John Nicol Fortune Lloyd (born 15 April 1946) is a British journalist who is currently contributing editor at the Financial Times and an Associate Fellow of Nuffield College, Oxford.

== Background ==
Lloyd was born and raised in Anstruther, Fife, by his grandparents and his mother, a beautician. He was educated at Waid Academy in the town and, after spending a short period working as a caddie in Canada, attended the University of Edinburgh, where he graduated with an upper-second class MA (Hons) degree in English literature in 1967.

== Career ==
Lloyd was initially employed as a writer for the alternative press, contributing articles to publications such as Ink and the London listings magazine Time Out, where he worked in the news section as Belfast correspondent. In 1976, he was hired as a producer for the London Weekend Television current-affairs programme Weekend World, and the following year he embarked on a twenty-year career working for the Financial Times: having begun as an industrial reporter and labour correspondent (covering, among other things, the Miners' Strike of 1984–5), he later became East European editor and then, from 1991 to 1995, Moscow correspondent. Lloyd left the Financial Times in 1986 upon being made editor of the New Statesman, but returned there after only one year. He was latterly a columnist for The Times from 1997 to 1998, and returned to the New Statesman as a contributor and associate editor from 1996 to 2003. In 2006, he co-founded the Reuters Institute for the Study of Journalism at the University of Oxford.

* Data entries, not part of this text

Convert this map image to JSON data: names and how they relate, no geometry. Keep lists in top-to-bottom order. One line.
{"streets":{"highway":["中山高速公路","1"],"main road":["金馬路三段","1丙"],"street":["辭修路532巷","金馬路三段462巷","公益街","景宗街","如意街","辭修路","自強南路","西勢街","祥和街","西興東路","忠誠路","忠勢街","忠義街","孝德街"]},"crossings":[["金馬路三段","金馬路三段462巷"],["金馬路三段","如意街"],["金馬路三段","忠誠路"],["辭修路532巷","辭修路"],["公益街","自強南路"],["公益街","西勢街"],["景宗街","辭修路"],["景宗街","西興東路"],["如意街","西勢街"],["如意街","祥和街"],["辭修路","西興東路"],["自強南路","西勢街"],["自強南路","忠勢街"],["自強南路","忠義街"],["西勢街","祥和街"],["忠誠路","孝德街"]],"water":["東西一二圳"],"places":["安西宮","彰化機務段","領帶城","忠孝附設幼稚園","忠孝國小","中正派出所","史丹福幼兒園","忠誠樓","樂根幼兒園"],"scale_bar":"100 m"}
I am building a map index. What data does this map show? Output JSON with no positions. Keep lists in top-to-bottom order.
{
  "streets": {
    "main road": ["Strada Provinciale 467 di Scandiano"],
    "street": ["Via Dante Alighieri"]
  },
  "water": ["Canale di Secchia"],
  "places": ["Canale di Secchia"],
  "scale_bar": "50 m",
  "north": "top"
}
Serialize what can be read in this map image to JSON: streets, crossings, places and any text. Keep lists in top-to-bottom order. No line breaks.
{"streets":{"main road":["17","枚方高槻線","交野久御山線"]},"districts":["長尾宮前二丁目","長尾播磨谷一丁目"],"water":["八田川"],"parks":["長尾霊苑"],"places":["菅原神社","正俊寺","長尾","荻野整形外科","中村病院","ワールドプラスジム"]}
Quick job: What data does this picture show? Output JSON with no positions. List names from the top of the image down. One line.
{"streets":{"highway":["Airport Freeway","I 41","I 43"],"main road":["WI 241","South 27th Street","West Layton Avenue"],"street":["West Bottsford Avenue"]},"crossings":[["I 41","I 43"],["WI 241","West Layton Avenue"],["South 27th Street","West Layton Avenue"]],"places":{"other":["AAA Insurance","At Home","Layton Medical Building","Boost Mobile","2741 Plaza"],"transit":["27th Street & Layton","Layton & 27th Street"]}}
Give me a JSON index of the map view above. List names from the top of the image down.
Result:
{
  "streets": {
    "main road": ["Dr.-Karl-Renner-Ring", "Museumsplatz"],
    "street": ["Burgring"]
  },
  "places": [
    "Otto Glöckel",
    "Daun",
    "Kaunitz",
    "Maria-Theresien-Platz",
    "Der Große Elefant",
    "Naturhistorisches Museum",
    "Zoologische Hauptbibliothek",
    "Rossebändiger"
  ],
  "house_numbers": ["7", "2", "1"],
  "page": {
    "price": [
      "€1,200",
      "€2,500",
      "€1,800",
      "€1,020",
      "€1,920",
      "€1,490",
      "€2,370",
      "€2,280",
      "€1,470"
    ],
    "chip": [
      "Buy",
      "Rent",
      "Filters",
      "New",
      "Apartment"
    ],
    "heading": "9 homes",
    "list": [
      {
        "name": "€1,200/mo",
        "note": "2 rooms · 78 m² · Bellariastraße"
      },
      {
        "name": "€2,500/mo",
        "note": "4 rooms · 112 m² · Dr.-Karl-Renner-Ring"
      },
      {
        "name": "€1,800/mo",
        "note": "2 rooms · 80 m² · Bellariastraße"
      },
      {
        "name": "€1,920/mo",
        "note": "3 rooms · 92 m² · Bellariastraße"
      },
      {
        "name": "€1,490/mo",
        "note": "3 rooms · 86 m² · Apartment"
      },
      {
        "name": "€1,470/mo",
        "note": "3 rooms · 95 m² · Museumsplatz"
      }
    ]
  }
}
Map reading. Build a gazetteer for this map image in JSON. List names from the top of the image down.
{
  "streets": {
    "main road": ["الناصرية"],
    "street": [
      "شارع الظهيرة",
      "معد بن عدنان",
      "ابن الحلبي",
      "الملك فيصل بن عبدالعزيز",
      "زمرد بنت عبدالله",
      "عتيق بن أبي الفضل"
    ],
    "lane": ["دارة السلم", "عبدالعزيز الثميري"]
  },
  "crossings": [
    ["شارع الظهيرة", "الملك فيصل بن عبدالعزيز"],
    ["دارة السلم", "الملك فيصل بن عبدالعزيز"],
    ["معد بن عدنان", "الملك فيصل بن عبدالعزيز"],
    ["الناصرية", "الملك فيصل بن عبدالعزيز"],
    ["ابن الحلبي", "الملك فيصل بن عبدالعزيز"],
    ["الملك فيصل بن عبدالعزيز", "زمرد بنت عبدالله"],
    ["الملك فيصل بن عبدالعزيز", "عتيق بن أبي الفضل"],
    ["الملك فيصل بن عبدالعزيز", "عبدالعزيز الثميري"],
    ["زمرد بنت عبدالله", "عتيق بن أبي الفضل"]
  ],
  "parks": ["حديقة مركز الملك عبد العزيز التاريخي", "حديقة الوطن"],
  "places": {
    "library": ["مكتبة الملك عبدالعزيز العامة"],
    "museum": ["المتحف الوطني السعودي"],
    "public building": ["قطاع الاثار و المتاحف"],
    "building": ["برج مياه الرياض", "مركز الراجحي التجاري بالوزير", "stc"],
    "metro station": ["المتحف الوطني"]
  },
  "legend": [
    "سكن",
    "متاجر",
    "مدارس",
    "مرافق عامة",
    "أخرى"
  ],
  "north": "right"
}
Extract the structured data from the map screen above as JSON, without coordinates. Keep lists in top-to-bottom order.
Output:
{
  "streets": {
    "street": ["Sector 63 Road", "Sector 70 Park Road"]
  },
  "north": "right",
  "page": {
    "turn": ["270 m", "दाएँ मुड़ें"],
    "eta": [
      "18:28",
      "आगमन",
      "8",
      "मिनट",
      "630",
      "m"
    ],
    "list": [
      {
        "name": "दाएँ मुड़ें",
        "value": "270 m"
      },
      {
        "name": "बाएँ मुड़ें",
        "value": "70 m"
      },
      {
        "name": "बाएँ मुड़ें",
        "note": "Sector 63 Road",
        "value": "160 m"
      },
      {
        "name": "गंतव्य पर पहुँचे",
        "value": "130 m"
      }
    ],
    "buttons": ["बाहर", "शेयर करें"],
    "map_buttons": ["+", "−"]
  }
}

Lloyd is a member of the advisory board of the Moscow School of Political Studies. He has won awards for his journalism, including Specialist Writer of the Year in the British Press Awards and Journalist of the Year in the Granada What the Papers Say Awards.

His books include Loss Without Limit: The British Miners' Strike (with Martin Adeney, 1985); Rebirth of a Nation: An Anatomy of Russia (1998), What the Media Are Doing to Our Politics (2004), Reporting the EU: News, Media and the European Institutions (with Cristina Marconi, 2014), 'The Power and the Story' (2017) and Should Auld Alliance Be Forgot: The Great Mistake of Scottish Independence (2020).

== Personal life ==
Lloyd is married with one son from a previous marriage, the actor Jacob Fortune-Lloyd, who portrayed the Beatles' manager Brian Epstein in the biopic Midas Man.